Here we use the binary PLINK files human.bed, human.bim and human.fam, and the phenotype quant.pheno from the Test Datasets. We also use the file ldak.thin.ind.hers, created in the example for Per-Predictor Heritabilities. This contains estimates of the heritability contributed by each predictor, obtained assuming the LDAK-Thin Model (note that we normally recommend using the BLD-LDAK Model, but as this is only an example, we use the simpler model).

For this example we require summary statistics, a reference panel and an independent validation dataset. We make these by running

head -n 300 human.fam > keep
./ldak.out --linear quant.keep --bfile human --pheno quant.pheno --keep keep
./ldak.out --make-bed human.ref --bfile human --keep keep
./ldak.out --make-bed human.val --bfile human --remove keep

Summary statistics are saved in quant.keep.summaries (already in the format required by LDAK). We will use the genetic data files with prefix human.ref as the reference panel, and the files with prefix human.val as the validation dataset (phenotypes for these samples are in quant.pheno).
_ _ _ _ _ _ _ _ _ _ _ _ _ _ _ _

1 - Calculate predictor-predictor correlations.

We run the command

./ldak.out --calc-cors cors.ref --bfile human.ref --window-cm 3

The significant correlations are saved in cors.ref.cors.bin, with some details in cors.ref.cors.root. If analyzing very large data, we can parallelise the process by computing correlations separately for each chromosome, then merging

for j in {21..22}; do
./ldak.out --calc-cors cors.ref$j --bfile human --window-cm 3 --chr $j
done

rm list.txt; for j in {21..22}; do echo "cors.ref$j" >> list.txt; done
./ldak.out --join-cors cors.ref --corslist list.txt

Note that in these scripts, we loop from 21 to 22, because our example dataset contains only these two chromosomes; usually you would loop from 1 to 22.
_ _ _ _ _ _ _ _ _ _ _ _ _ _ _ _

2 - Construct multiple prediction models.

We run the command

./ldak.out --mega-prs megabayesr.val --model bayesr --ind-hers ldak.thin.ind.hers --summary quant.keep.summaries --cors cors.ref --skip-cv YES --window-cm 1 --allow-ambiguous YES

Because we are using BayesR-SS, this command will construct 84 prediction models, saved in megabayesr.val.effects.
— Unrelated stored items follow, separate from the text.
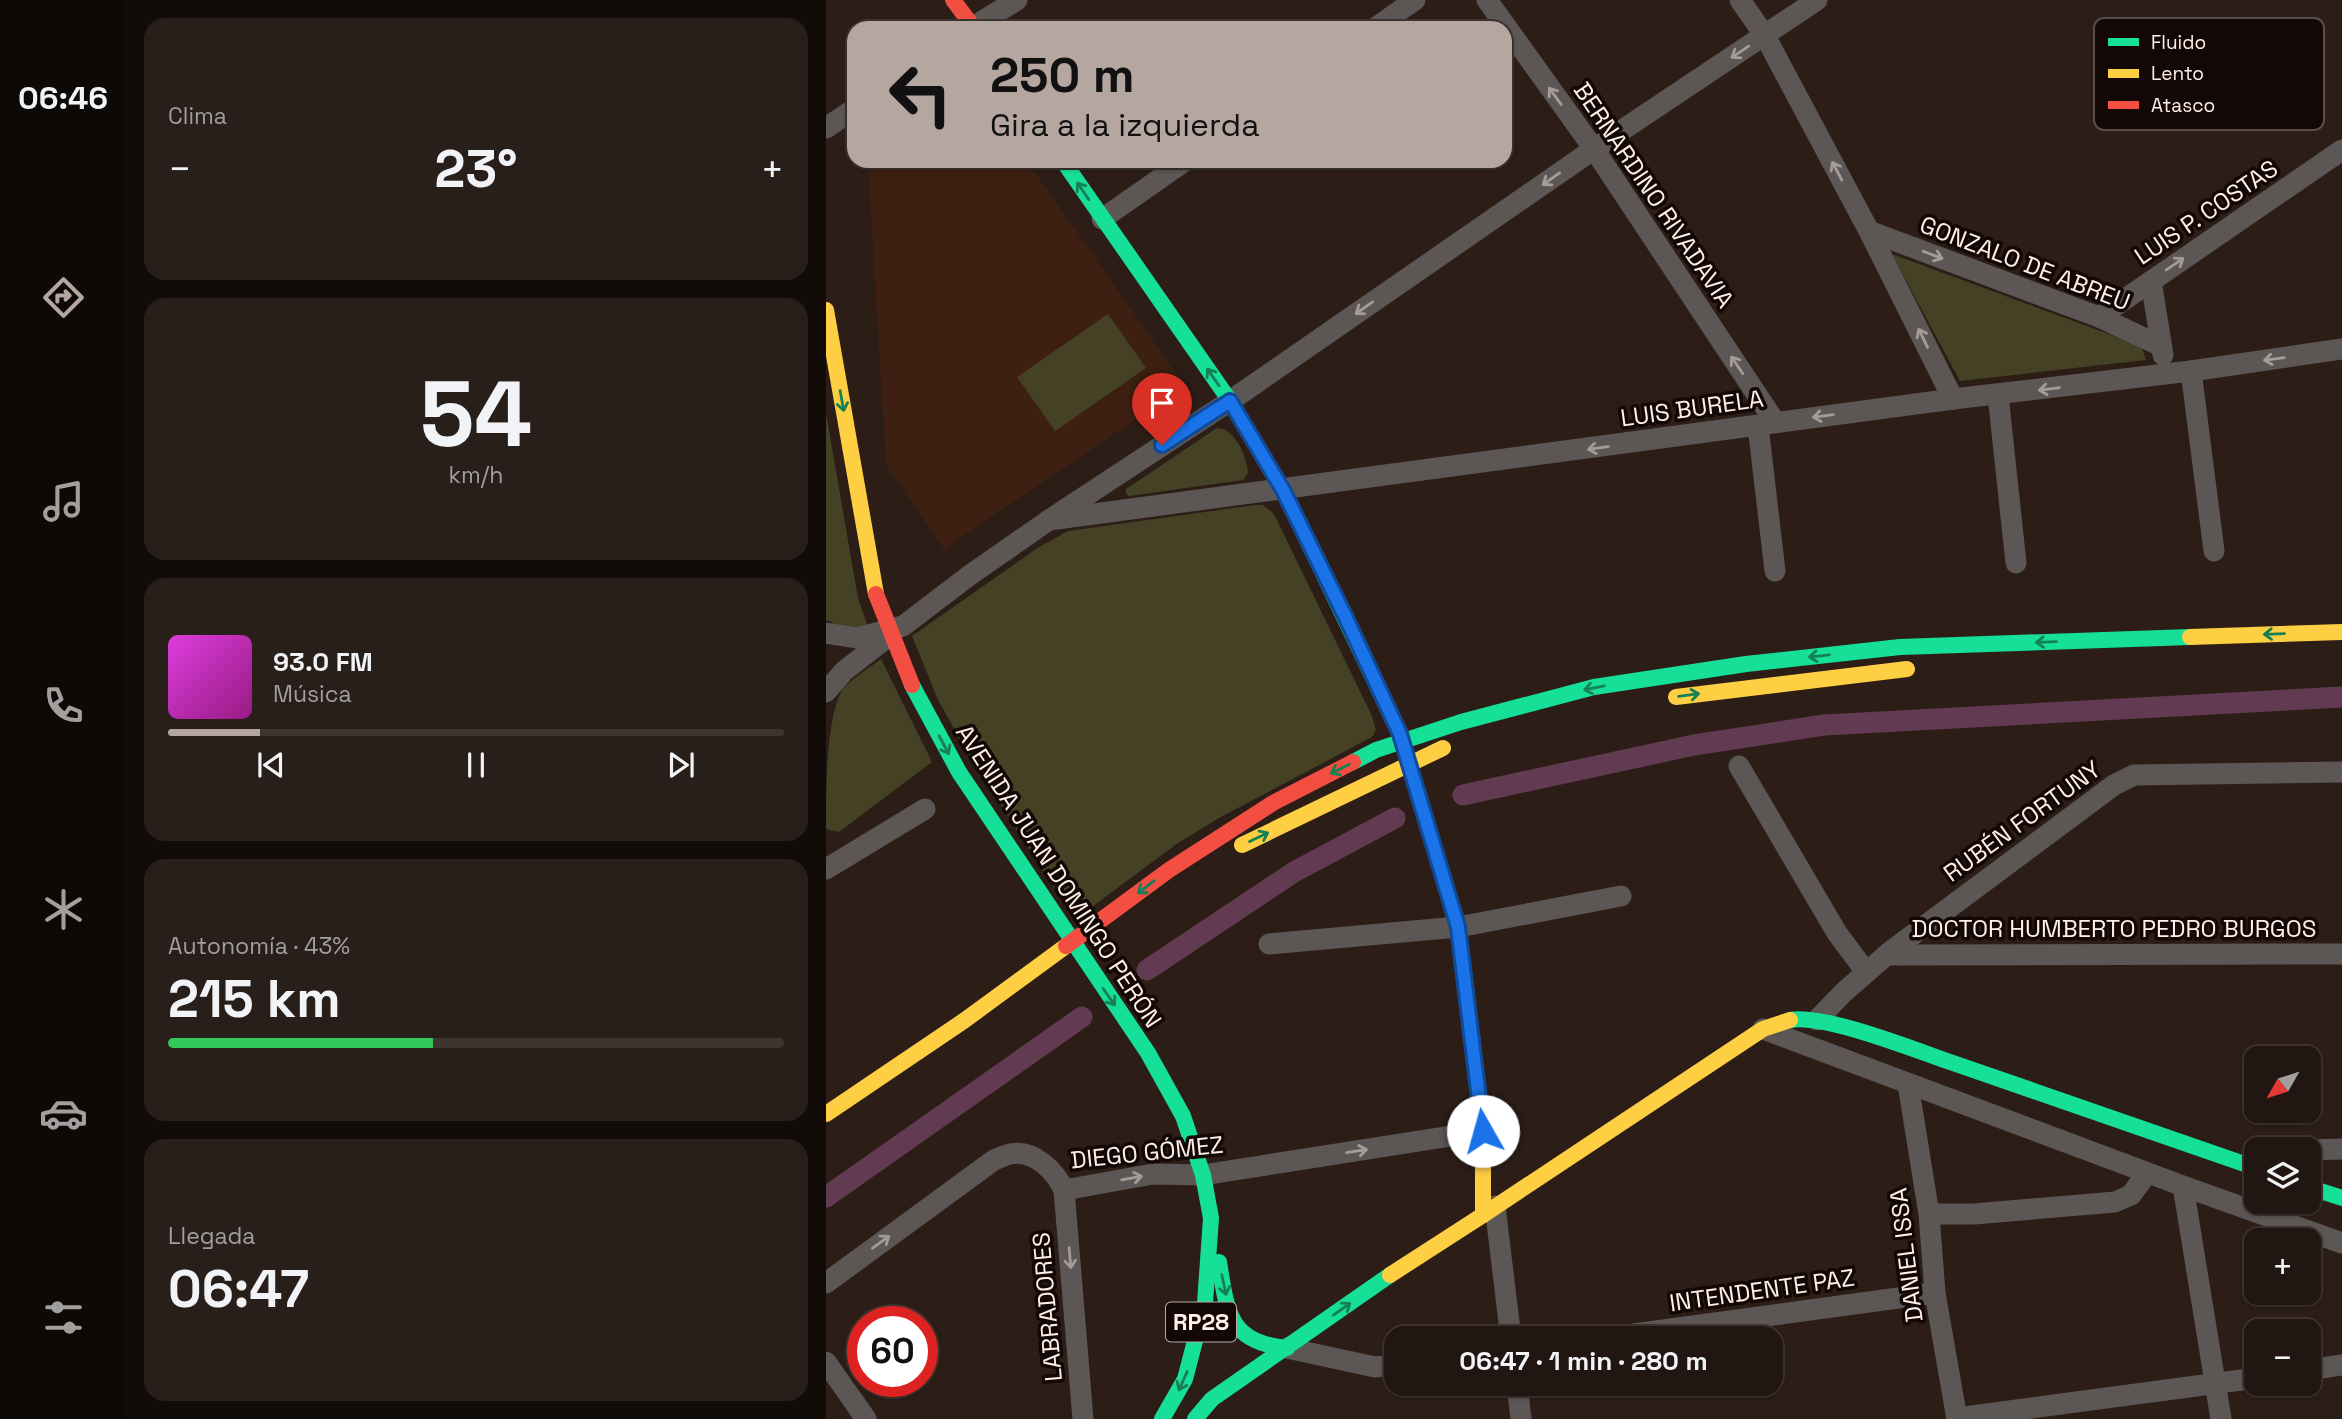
<!DOCTYPE html>
<html lang="es">
<meta charset="utf-8">
<style>
body{margin:0;font-family:"Space Grotesk",sans-serif;background:#291f1a;color:#f1f3f6;height:100vh;display:flex;flex-direction:column;font-size:26px;white-space:nowrap}
*{box-sizing:border-box;margin:0}
p{font-size:23px;color:#a29f9f}
.icon{flex:none;width:38px;height:38px;fill:none;stroke:currentColor;stroke-width:2;stroke-linecap:round;stroke-linejoin:round}
.map{position:relative;flex:1;overflow:hidden}
.sheet{display:flex;flex-direction:column;gap:18px;padding:18px;background:#120c09;width:700px}
.sheet>*{flex:none}
.hud{position:absolute;left:21px;top:21px;width:665px;height:147px;border-radius:21px;box-shadow:0 2px 5px #0004,0 0 0 2px #3e3531;background:#b5a6a0;color:#111;overflow:hidden}
.needle{width:46px;rotate:231deg}
.fabs{position:absolute;left:1418px;top:1046px;display:grid;gap:14px}
.fabs a{display:grid;place-items:center;width:77px;height:77px;border-radius:14px;background:#211611;box-shadow:0 2px 5px #0004,0 0 0 2px #3e3531;font-size:35px}
.speed{position:absolute;left:21px;top:1306px;display:flex;gap:14px;font-size:35px;font-weight:700;text-align:center}
.speed>*{display:grid;place-content:center;width:91px;height:91px;border-radius:50%;background:#211611;box-shadow:0 2px 5px #0004,0 0 0 2px #3e3531;line-height:1}
.speed .limit{border:10px solid #d22;background:#fff;color:#111}
.pin{position:absolute;display:grid;place-items:center;width:60px;height:60px;color:#fff;margin:-72px -30px;border-radius:50% 50% 50% 0;rotate:-45deg;box-shadow:0 0 7px #0007}
.pin .icon{rotate:45deg}
.me{position:absolute;width:77px;margin:-38px;rotate:353deg;stroke-linejoin:round;filter:drop-shadow(0 0 5px #0008)}
.turn{display:flex;align-items:center;gap:24px;height:147px;padding:0 28px;font-size:32px}
.turn .icon{width:91px;height:91px;stroke-width:2.5}
.turn b{display:block;font-size:49px;line-height:60px}
.big{font-size:52px;font-weight:700;line-height:1.1}
.sheet .widget{flex:1;display:flex;flex-direction:column;justify-content:center;gap:10px;min-width:0;padding:0 24px;border-radius:21px;background:#291f1a}
.sheet .dial{align-items:center;gap:0}
.dial b{font-size:91px;line-height:1}
.song{display:flex;align-items:center;gap:21px}
.cover{width:84px;height:84px;border-radius:10px;background:linear-gradient(135deg,hsl(300 70% 55%),hsl(310 70% 35%))}
.played{height:7px;border-radius:4px;background:linear-gradient(90deg,#b5a6a0 15%,#3e3531 15%)}
.keys{display:flex;justify-content:space-around;direction:ltr}
.heat{display:flex;justify-content:space-between;align-items:center;font-size:38px;direction:ltr}
.charge{height:10px;border-radius:5px;background:linear-gradient(90deg,#34c759 43%,#3e3531 0)}
.trip{position:absolute;left:558px;top:1326px;width:399px;height:70px;border-radius:21px;background:#211611;box-shadow:0 2px 5px #0004,0 0 0 2px #3e3531;font-weight:700;line-height:70px;text-align:center}
main{display:flex;flex:1;min-height:0}
.tab-bar{display:flex;flex-direction:column;width:126px;justify-content:space-around;align-items:center;background:#0d0907;color:#a29f9f}
.tab-bar .icon{width:49px;height:49px}
.tab-bar .current{color:#b5a6a0}
.tab-bar b{font-size:32px;color:#f1f3f6}
.map>svg:first-child{display:block}
</style>
<main>
<nav class="tab-bar">
<b>06:46</b>
<svg class="icon current" aria-label="directions" viewBox="0 0 24 24"><path d="M12 3l9 9-9 9-9-9zM9 14v-3h6M13 9l2 2-2 2"/></svg>
<svg class="icon" aria-label="music" viewBox="0 0 24 24"><path d="M9 18V5l10-2v13"/><circle cx="6" cy="18" r="3"/><circle cx="16" cy="16" r="3"/></svg>
<svg class="icon" aria-label="phone" viewBox="0 0 24 24"><path d="M5 4h4l2 5-3 2q2 4 5 5l2-3 5 2v4C11 20 4 13 5 4z"/></svg>
<svg class="icon" aria-label="climate" viewBox="0 0 24 24"><path d="M12 3v18M4 7l16 10M4 17L20 7"/></svg>
<svg class="icon" aria-label="car" viewBox="0 0 24 24"><path d="M5 17H2v-5l4-1 3-4h7l3 4 3 1v5h-3M9 17h6M6 11h13"/><circle cx="7" cy="17" r="2"/><circle cx="17" cy="17" r="2"/></svg>
<svg class="icon" aria-label="filters" viewBox="0 0 24 24"><path d="M4 7h16M4 17h16"/><circle cx="9" cy="7" r="2"/><circle cx="15" cy="17" r="2"/></svg>
</nav>
<section class="sheet">
<div class="widget"><p>Clima</p>
<div class="heat"><a>−</a><b class="big">23°</b><a>+</a></div>
</div>
<div class="widget dial"><b>54</b><p>km/h</p></div>
<div class="widget">
<div class="song"><i class="cover"></i><div><b>93.0 FM</b><p>Música</p></div></div>
<div class="played"></div>
<div class="keys"><svg class="icon" aria-label="previous" viewBox="0 0 24 24"><path d="M18 5L8 12l10 7zM5 5v14"/></svg><svg class="icon" aria-label="pause" viewBox="0 0 24 24"><path d="M8 5v14M16 5v14"/></svg><svg class="icon" aria-label="next" viewBox="0 0 24 24"><path d="M6 5l10 7-10 7zM19 5v14"/></svg></div>
</div>
<div class="widget"><p>Autonomía · 43%</p><b class="big">215 km</b><div class="charge"></div></div>
<div class="widget"><p>Llegada</p><b class="big">06:47</b></div>
</section>
<div class="map">
<svg width="1516" height="1419" viewBox="0 0 1516 1419">
<rect width="100%" height="100%" fill="#2c1e17"/>
<path fill="#3d2012" d="M 42,161 L 201,161 L 359,386 L 118,549 L 60,465 Z"/>
<g fill="#444124">
<path d="M 1066,254 L 1315,346 L 1320,360 L 1134,381 Z"/>
<path d="M 282,314 L 320,368 L 229,431 L 191,377 Z"/>
<path d="M 0,413 L 32,598 L 42,627 L 24,630 L 0,620 Z"/>
<path d="M 391,428 C 409,428 421,457 422,473 L 417,480 L 303,496 L 300,494 L 300,489 Z"/>
<path d="M 429,505 L 437,505 L 448,514 L 545,714 L 550,730 L 546,737 L 393,818 L 352,843 L 255,915 L 244,912 L 145,759 L 112,700 L 86,636 L 213,547 L 242,531 Z"/>
<path d="M 55,659 L 106,762 L 13,832 L 0,829 C 0,791 0,719 16,690 C 26,678 43,668 55,659 Z"/>
</g>
<g fill="none" stroke-linecap="round" stroke-linejoin="round">
<g stroke="#623b52" stroke-width="21">
<path d="M 637,795 L 868,745 L 998,725 L 1516,697"/>
<path d="M 321,970 L 468,872 L 569,818"/>
<path d="M 0,1197 L 256,1017"/>
</g>
<g stroke="#5c5655" stroke-width="21">
<path d="M 661,0 L 768,149 L 949,422"/>
<path d="M 914,0 L 939,36 L 1043,231 L 1127,399"/>
<path d="M 145,28 L 191,0"/>
<path d="M 549,28 L 589,0"/>
<path d="M 0,128 L 28,109"/>
<path d="M 276,219 L 359,161"/>
<path d="M 1043,231 L 1273,317 L 1335,346"/>
<path d="M 1325,281 L 1337,355"/>
<path d="M 1273,317 L 1516,150"/>
<path d="M 1365,371 L 1388,551"/>
<path d="M 1172,395 L 1190,563"/>
<path d="M 932,426 L 949,571"/>
<path d="M 223,520 L 1127,399 L 1365,371 L 1516,349"/>
<path d="M 0,633 L 31,638 L 77,626 L 144,575 L 223,520 L 404,401 L 768,149 L 991,0"/>
<path d="M 0,692 L 18,671 L 67,633"/>
<path d="M 913,766 L 1011,933 L 1040,972"/>
<path d="M 0,869 L 99,809"/>
<path d="M 443,944 L 632,927 L 795,896"/>
<path d="M 1060,955 L 1516,954"/>
<path d="M 991,1020 L 1018,992 L 1065,951 L 1288,785 L 1308,775 L 1516,772"/>
<path d="M 937,1029 L 1357,1186 L 1516,1243"/>
<path d="M 1082,1084 L 1103,1214 L 1109,1293 L 1131,1419"/>
<path d="M 1481,1150 L 1516,1149"/>
<path d="M 1357,1186 L 1395,1419"/>
<path d="M 238,1190 L 327,1174 L 377,1175 L 657,1131"/>
<path d="M 669,1206 L 685,1339"/>
<path d="M 1103,1214 L 1148,1214 L 1289,1202 L 1305,1195 L 1321,1173"/>
<path d="M 0,1283 L 168,1160 C 173,1158 179,1155 184,1154 C 208,1149 229,1171 238,1190 L 257,1419"/>
<path d="M 771,1339 L 1109,1293"/>
<path d="M 461,1348 L 549,1367 L 570,1365"/>
<path d="M 0,1362 L 40,1419"/>
<path d="M 1482,1370 L 1516,1365"/>
<path d="M 691,1384 L 695,1419"/>
<path d="M 1131,1418 L 1430,1378"/>
</g>
<g stroke="#16e098" stroke-width="16">
<path d="M 237,161 L 404,401 L 457,490 L 574,734 L 605,837"/>
<path d="M 86,685 L 133,772 L 322,1053 L 357,1116 L 377,1175 L 385,1218 L 379,1303 L 359,1379 L 336,1419"/>
<path d="M 527,762 L 550,750 L 635,722 L 768,687 L 920,664 L 1074,647 L 1364,637"/>
<path d="M 964,1020 C 1000,1014 1089,1050 1127,1063 C 1228,1098 1329,1133 1430,1168"/>
<path d="M 1482,1187 L 1516,1198"/>
<path d="M 393,1262 C 401,1312 403,1343 461,1348"/>
<path d="M 369,1419 L 386,1399 L 564,1275"/>
</g>
<g stroke="#ffcf43" stroke-width="16">
<path d="M 0,310 L 50,594"/>
<path d="M 1364,637 L 1516,632"/>
<path d="M 850,697 L 1081,669"/>
<path d="M 416,845 L 617,748"/>
<path d="M 0,1114 L 139,1020 L 240,946"/>
<path d="M 657,1215 L 937,1029 L 964,1020"/>
<path d="M 564,1275 L 657,1215 L 657,1131 L 646,1038"/>
</g>
<g stroke="#f24e42" stroke-width="16">
<path d="M 127,0 L 148,28"/>
<path d="M 605,837 L 632,927 L 646,1038"/>
<path d="M 240,946 L 343,870 L 447,803 L 527,762"/>
</g>
<path stroke="#f24e42" stroke-width="16" d="M 50,594 L 86,685"/>
</g>
<defs><path id="oneway-shaft" d="M-6 0H5M1.5-3L5.5 0L1.5 3" fill="none" stroke-width="1.6" stroke-linecap="round" stroke-linejoin="round" transform="scale(1.75)"/></defs>
<g stroke="#a59b98">
<use href="#oneway-shaft" transform="translate(914 52) rotate(146)"/>
<use href="#oneway-shaft" transform="translate(729 96) rotate(-126)"/>
<use href="#oneway-shaft" transform="translate(1011 171) rotate(-118)"/>
<use href="#oneway-shaft" transform="translate(725 179) rotate(145)"/>
<use href="#oneway-shaft" transform="translate(1107 255) rotate(21)"/>
<use href="#oneway-shaft" transform="translate(1349 264) rotate(-34)"/>
<use href="#oneway-shaft" transform="translate(538 308) rotate(145)"/>
<use href="#oneway-shaft" transform="translate(1097 338) rotate(-116)"/>
<use href="#oneway-shaft" transform="translate(1448 359) rotate(172)"/>
<use href="#oneway-shaft" transform="translate(911 365) rotate(-124)"/>
<use href="#oneway-shaft" transform="translate(1223 389) rotate(173)"/>
<use href="#oneway-shaft" transform="translate(997 416) rotate(173)"/>
<use href="#oneway-shaft" transform="translate(772 448) rotate(172)"/>
<use href="#oneway-shaft" transform="translate(531 1151) rotate(-9)"/>
<use href="#oneway-shaft" transform="translate(306 1178) rotate(-10)"/>
<use href="#oneway-shaft" transform="translate(55 1242) rotate(-36)"/>
<use href="#oneway-shaft" transform="translate(244 1258) rotate(85)"/>
</g>
<g stroke="#157f56">
<use href="#oneway-shaft" transform="translate(257 191) rotate(-124)"/>
<use href="#oneway-shaft" transform="translate(387 377) rotate(-125)"/>
<use href="#oneway-shaft" transform="translate(16 401) rotate(80)"/>
<use href="#oneway-shaft" transform="translate(1448 634) rotate(178)"/>
<use href="#oneway-shaft" transform="translate(1220 642) rotate(178)"/>
<use href="#oneway-shaft" transform="translate(993 656) rotate(174)"/>
<use href="#oneway-shaft" transform="translate(768 688) rotate(169)"/>
<use href="#oneway-shaft" transform="translate(863 695) rotate(-7)"/>
<use href="#oneway-shaft" transform="translate(118 745) rotate(62)"/>
<use href="#oneway-shaft" transform="translate(514 769) rotate(153)"/>
<use href="#oneway-shaft" transform="translate(433 837) rotate(-26)"/>
<use href="#oneway-shaft" transform="translate(320 887) rotate(143)"/>
<use href="#oneway-shaft" transform="translate(283 997) rotate(55)"/>
<use href="#oneway-shaft" transform="translate(398 1285) rotate(78)"/>
<use href="#oneway-shaft" transform="translate(516 1309) rotate(-35)"/>
<use href="#oneway-shaft" transform="translate(357 1381) rotate(114)"/>
</g>
<g fill="none" stroke-linecap="round" stroke-linejoin="round">
<g stroke="#114b97" stroke-width="18">
<path id="route" d="M 336,445 L 404,401 L 457,490 L 519,616 L 574,734 L 632,927 L 657,1131"/>
</g>
<use href="#route" stroke="#1a73e8" stroke-width="12"/>
</g>
<g text-anchor="middle" dominant-baseline="central" stroke-width="7" stroke-linejoin="round" paint-order="stroke">
<rect fill="#130805" stroke="#b8aaa5" stroke-width="2" x="340" y="1302.5" width="70" height="39" rx="5"/>
<g font-size="23" font-weight="bold" fill="#fff0ea">
<text x="375" y="1322">RP28</text>
</g>
<g font-size="24" fill="#fff0ea" stroke="#130805">
<text transform="translate(828 195) rotate(56)">BERNARDINO RIVADAVIA</text>
<text transform="translate(1380 212) rotate(-34)">LUIS P. COSTAS</text>
<text transform="translate(1199 263) rotate(21)">GONZALO DE ABREU</text>
<text transform="translate(866 408) rotate(-8)">LUIS BURELA</text>
<text transform="translate(1196 821) rotate(-36)">RUBÉN FORTUNY</text>
<text transform="translate(233 876) rotate(57)">AVENIDA JUAN DOMINGO PERÓN</text>
<text x="1288" y="928">DOCTOR HUMBERTO PEDRO BURGOS</text>
<text transform="translate(321 1152) rotate(-6)">DIEGO GÓMEZ</text>
<text transform="translate(1080 1255) rotate(-97)">DANIEL ISSA</text>
<text transform="translate(936 1290) rotate(-8)">INTENDENTE PAZ</text>
<text transform="translate(221 1307) rotate(-95)">LABRADORES</text>
</g>
</g>
<rect x="1268" y="18" width="230" height="112" rx="10" fill="#130805" stroke="#5a4e4a" stroke-width="2"/>
<rect x="1282" y="38" width="31" height="8" fill="#16e098"/>
<rect x="1282" y="69" width="31" height="9" fill="#ffcf43"/>
<rect x="1282" y="101" width="31" height="8" fill="#f24e42"/>
<g font-size="19" fill="#fff0ea">
<text x="1325" y="49">Fluido</text>
<text x="1325" y="80">Lento</text>
<text x="1325" y="112">Atasco</text>
</g>
</svg>
<div class="fabs">
<a><svg class="needle" viewBox="-14 -14 28 28"><path d="M0-13l5 13h-10z" fill="#e53935"/><path d="M0 13l5-13h-10z" fill="#a29f9f"/></svg></a>
<a><svg class="icon" aria-label="layers" viewBox="0 0 24 24"><path d="M12 4l9 5-9 5-9-5zM3 14l9 5 9-5"/></svg></a>
<a>+</a>
<a>−</a>
</div>
<div class="speed"><div class="limit">60</div></div>
<div class="pin" style="left:336px;top:445px;background:#d93025"><svg class="icon" aria-label="arrive" viewBox="0 0 24 24"><path d="M6 21V4h12l-3 4 3 4H6"/></svg></div>
<svg class="me" style="left:657px;top:1131px" viewBox="-20 -20 40 40"><circle r="19" fill="#fff"/><path d="M0-13L10 11 0 6-10 11z" fill="#1a73e8"/></svg>
<div class="trip">06:47 · 1 min · 280 m</div>
<div class="hud">
<div class="turn"><svg class="icon" aria-label="left" viewBox="0 0 24 24"><path d="M17 20v-9H6M10 6l-5 5 5 5"/></svg><div><b>250 m</b>Gira a la izquierda</div></div>
</div>
</div>
</main>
Note that we add --allow-ambiguous YES (because the summary statistics were obtained from the genetic data we are using as a reference panel, we know the strands must be consistent).
_ _ _ _ _ _ _ _ _ _ _ _ _ _ _ _

3 - Use the validation dataset to find the best prediction model.

We run the command

./ldak.out --validate megabayesr.val --scorefile megabayesr.val.effects --bfile human.val --pheno quant.pheno

The best prediction model is saved in megabayesr.val.best.effects.